The Health Sector Cybersecurity Coordination Centre (HC3) of the U.S. Department of Health and Human Services (HHS) publishes a series of Threat Briefs that healthcare CISOs and CIOs should consider subscribing to and remaining current with. The degree of analysis and insight provided by the HCS in these briefs is outstanding.
Another brief demonstrates how nation-state attacks are among the most sophisticated and difficult to counter: the November 3, 2022 Threat Brief titled “Iranian Threat Actors and Healthcare.”
According to CISOs, two high priorities are a compromise assessment and a subscription to an incident response retainer service.
To ensure that their existing IT environments and tech stacks are clean, healthcare providers and supporting organisations require a clear baseline across all systems. “When you have a compromise assessment done, [getting] a comprehensive look at the entire environment and [making] sure that you’re not owned, and you just don’t know it yet, is incredibly important,” DeFord told VentureBeat in an interview.
If a hospital CISO does not already have an incident response retainer service, DeFord and other CISOs interviewed for this piece recommend that they do so. “That ensures that if something happens and there is a security incident, you can call someone and they will come right away,” DeFord recommends.

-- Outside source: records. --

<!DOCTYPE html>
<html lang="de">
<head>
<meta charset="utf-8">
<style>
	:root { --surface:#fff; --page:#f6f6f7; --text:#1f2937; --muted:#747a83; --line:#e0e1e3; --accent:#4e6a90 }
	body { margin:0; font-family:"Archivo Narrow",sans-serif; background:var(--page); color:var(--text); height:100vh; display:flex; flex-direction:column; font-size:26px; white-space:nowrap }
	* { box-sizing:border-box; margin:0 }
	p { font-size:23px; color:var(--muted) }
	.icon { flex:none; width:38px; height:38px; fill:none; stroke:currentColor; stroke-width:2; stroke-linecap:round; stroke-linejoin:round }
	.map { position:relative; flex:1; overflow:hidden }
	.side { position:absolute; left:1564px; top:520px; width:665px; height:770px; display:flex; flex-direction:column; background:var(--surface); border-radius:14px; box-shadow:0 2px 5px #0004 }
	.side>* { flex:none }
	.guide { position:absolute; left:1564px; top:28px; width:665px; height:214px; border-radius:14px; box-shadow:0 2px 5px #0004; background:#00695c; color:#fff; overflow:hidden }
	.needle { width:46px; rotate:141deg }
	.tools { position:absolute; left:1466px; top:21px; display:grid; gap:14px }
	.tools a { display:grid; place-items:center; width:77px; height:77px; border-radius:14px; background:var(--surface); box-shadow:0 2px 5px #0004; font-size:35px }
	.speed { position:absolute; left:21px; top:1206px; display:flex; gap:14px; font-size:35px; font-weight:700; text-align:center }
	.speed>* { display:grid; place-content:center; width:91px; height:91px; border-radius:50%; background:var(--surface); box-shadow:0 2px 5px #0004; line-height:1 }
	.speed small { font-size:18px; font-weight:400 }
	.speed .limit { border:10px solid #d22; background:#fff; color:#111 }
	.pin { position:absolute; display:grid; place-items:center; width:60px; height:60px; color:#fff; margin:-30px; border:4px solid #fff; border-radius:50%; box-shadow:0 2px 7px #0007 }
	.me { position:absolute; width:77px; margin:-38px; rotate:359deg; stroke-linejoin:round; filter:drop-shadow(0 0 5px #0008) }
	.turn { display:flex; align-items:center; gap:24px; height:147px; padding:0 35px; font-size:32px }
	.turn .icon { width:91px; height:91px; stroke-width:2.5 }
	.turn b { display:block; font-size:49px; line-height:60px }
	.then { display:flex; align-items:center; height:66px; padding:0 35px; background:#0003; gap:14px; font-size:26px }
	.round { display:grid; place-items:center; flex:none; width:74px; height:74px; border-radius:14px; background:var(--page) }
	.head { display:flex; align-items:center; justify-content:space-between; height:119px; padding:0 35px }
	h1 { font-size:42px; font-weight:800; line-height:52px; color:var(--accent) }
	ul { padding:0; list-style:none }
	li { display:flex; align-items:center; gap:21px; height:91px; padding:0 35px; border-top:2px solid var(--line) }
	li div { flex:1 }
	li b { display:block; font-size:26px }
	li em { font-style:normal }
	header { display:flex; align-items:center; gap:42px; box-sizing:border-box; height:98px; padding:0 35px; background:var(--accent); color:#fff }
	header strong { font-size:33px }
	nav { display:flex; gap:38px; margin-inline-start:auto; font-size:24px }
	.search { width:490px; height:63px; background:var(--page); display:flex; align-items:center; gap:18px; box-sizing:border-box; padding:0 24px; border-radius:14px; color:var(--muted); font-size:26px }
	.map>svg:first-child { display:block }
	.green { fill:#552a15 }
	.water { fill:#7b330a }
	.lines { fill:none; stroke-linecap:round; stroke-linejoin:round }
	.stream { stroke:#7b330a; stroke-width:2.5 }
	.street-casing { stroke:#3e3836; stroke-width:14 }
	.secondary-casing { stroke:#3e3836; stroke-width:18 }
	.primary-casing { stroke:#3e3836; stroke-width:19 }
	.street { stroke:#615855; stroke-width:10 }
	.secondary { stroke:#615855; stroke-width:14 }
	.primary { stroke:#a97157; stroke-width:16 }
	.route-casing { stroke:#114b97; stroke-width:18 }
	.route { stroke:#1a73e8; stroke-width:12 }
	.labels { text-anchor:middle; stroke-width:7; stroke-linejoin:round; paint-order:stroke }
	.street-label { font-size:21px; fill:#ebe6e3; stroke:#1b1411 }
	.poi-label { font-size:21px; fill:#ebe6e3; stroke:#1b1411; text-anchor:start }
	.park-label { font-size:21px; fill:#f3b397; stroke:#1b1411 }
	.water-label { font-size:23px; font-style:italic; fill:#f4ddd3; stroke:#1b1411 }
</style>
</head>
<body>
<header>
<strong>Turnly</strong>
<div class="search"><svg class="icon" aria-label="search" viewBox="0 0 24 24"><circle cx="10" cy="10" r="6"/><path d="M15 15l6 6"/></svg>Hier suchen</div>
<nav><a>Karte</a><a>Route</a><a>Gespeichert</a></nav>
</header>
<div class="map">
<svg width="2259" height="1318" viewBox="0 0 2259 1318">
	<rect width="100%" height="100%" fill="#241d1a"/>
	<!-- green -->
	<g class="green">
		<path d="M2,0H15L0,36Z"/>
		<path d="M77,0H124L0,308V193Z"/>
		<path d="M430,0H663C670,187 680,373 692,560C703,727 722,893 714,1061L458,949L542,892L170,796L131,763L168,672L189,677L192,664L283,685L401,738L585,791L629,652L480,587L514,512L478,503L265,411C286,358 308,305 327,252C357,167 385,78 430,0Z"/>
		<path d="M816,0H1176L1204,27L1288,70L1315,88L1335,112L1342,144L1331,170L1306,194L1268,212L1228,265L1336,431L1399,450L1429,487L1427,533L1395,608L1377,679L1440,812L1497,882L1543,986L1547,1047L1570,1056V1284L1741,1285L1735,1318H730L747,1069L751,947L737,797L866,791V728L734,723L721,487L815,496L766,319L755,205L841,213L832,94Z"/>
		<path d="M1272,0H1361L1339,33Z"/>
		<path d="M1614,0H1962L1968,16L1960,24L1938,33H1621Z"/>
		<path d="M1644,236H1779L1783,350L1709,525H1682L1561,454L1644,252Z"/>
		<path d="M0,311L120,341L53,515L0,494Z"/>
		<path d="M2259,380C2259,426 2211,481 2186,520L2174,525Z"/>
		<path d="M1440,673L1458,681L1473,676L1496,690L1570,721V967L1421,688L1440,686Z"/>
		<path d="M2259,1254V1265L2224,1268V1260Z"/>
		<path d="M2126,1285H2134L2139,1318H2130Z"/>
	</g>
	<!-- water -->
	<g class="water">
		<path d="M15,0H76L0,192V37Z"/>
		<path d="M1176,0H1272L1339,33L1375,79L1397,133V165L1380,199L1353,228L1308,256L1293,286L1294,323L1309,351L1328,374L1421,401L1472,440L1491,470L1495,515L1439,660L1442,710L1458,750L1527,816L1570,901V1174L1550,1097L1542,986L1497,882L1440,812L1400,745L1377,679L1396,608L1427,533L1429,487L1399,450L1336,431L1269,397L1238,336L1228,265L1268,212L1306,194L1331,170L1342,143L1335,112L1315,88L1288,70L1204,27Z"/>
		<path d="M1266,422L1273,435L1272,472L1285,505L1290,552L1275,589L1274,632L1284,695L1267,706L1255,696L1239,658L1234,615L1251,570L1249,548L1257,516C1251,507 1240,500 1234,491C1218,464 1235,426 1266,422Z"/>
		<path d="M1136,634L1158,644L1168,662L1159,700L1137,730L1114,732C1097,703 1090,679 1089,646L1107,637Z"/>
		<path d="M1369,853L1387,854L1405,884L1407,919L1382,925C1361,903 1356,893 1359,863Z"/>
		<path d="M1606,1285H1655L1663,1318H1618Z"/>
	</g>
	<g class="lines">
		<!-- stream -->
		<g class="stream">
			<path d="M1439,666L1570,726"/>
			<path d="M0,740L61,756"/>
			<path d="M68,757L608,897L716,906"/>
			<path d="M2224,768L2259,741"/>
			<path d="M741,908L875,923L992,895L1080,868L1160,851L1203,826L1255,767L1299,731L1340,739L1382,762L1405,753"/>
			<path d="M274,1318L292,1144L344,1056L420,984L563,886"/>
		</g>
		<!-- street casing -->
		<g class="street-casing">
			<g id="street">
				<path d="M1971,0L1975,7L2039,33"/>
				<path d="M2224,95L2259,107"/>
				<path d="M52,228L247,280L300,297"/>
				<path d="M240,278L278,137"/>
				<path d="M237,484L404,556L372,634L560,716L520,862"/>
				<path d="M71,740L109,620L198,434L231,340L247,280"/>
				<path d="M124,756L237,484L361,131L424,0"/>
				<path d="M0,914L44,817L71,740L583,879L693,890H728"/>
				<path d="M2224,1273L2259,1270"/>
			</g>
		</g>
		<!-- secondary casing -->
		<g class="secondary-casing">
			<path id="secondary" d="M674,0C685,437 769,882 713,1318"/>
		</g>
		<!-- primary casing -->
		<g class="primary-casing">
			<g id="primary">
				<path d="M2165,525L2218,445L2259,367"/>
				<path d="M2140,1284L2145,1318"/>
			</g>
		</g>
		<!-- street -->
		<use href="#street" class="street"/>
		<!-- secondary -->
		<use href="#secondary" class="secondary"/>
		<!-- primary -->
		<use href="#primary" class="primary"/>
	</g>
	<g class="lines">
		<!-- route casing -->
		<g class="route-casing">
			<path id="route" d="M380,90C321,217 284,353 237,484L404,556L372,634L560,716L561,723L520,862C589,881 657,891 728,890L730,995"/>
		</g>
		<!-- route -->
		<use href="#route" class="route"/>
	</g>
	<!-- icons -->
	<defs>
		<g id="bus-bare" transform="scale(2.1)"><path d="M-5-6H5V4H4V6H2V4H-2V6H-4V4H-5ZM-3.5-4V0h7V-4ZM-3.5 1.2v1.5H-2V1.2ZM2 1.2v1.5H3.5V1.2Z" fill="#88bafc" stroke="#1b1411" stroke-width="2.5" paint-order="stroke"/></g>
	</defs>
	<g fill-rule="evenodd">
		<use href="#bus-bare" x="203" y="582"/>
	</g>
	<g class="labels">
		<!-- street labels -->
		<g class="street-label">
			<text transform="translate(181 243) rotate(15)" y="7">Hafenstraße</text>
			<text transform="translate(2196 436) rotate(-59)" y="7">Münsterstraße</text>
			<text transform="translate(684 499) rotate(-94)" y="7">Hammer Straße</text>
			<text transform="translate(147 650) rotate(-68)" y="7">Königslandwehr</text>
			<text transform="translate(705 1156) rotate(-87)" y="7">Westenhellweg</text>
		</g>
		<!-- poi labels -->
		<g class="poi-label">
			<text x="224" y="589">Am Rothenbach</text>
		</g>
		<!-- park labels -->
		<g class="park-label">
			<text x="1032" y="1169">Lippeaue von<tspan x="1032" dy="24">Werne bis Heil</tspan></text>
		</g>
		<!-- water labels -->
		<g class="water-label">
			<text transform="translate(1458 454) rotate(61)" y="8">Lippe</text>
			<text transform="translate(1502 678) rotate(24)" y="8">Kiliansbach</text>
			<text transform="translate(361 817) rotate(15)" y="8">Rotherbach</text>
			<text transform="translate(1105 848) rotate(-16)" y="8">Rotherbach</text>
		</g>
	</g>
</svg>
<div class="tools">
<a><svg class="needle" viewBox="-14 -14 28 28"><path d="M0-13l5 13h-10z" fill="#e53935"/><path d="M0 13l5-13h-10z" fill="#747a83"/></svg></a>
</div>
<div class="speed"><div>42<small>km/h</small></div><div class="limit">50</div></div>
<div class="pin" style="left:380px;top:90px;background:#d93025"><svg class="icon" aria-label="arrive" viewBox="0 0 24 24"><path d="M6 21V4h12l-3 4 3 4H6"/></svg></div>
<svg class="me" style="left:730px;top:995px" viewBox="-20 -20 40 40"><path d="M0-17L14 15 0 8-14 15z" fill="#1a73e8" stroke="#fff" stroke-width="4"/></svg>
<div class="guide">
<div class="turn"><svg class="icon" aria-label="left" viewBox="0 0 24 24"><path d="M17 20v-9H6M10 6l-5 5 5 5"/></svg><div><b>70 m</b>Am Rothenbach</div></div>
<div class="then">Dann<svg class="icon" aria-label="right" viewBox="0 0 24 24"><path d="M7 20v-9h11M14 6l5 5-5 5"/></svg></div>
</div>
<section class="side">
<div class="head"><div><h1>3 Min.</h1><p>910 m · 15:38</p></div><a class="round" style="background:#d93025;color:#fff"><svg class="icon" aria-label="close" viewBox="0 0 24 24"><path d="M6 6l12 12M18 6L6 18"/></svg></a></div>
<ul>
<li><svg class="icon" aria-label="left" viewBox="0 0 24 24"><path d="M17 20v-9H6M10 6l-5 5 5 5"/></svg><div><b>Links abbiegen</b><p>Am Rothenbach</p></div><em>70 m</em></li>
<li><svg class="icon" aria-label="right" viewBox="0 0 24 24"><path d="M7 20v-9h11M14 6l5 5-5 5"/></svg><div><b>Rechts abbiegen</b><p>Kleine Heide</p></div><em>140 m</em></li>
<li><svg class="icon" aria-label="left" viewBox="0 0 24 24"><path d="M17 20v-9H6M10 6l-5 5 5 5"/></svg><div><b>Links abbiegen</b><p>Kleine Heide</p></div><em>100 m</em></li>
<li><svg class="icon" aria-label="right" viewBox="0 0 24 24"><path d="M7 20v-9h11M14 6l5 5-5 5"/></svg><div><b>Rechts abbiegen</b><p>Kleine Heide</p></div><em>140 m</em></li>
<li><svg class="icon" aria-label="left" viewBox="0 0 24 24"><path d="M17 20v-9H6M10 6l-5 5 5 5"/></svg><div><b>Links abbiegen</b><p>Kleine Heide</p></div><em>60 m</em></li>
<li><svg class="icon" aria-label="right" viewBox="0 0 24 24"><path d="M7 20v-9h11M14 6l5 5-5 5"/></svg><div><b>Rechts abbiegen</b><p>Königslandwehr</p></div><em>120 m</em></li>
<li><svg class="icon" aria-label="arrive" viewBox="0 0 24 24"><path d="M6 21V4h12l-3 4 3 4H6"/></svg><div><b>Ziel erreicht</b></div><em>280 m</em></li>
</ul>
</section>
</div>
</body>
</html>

Endpoint security is an ongoing challenge due to IoT, edge computing, and connected medical equipment.
Most traditional IoT sensors, equipment connected to them, and medical devices were not designed with security in mind. That is why attackers enjoy using these gadgets. According to Dr. Srinivas Mukkamala, chief product officer of cybersecurity firm Ivanti, corporate executives must recognise the expense of maintaining endpoints, IoT, and medical devices by constantly upgrading security. “Organisations must continue to move towards a zero-trust endpoint management model in order to see around corners and strengthen their security posture,” Mukkamala told VentureBeat.
According to Absolute Software’s 2023 Resilience Index, the average endpoint has 11 distinct security agents installed, each of which degrades at a different rate and causes memory conflicts. As a result, the endpoint is left unsecured and vulnerable to a breach. Overloading endpoints with too many agents is just as bad as not installing any at all. Healthcare CISOs and CIOs must evaluate every endpoint agent installed to determine whether and how they contradict with one another.
Knowing whose identities have access privileges to each endpoint, including third-party contractors and suppliers, is a critical component of the audit. Captured audit data is essential in establishing least privileged access restrictions that reinforce zero trust on all endpoints.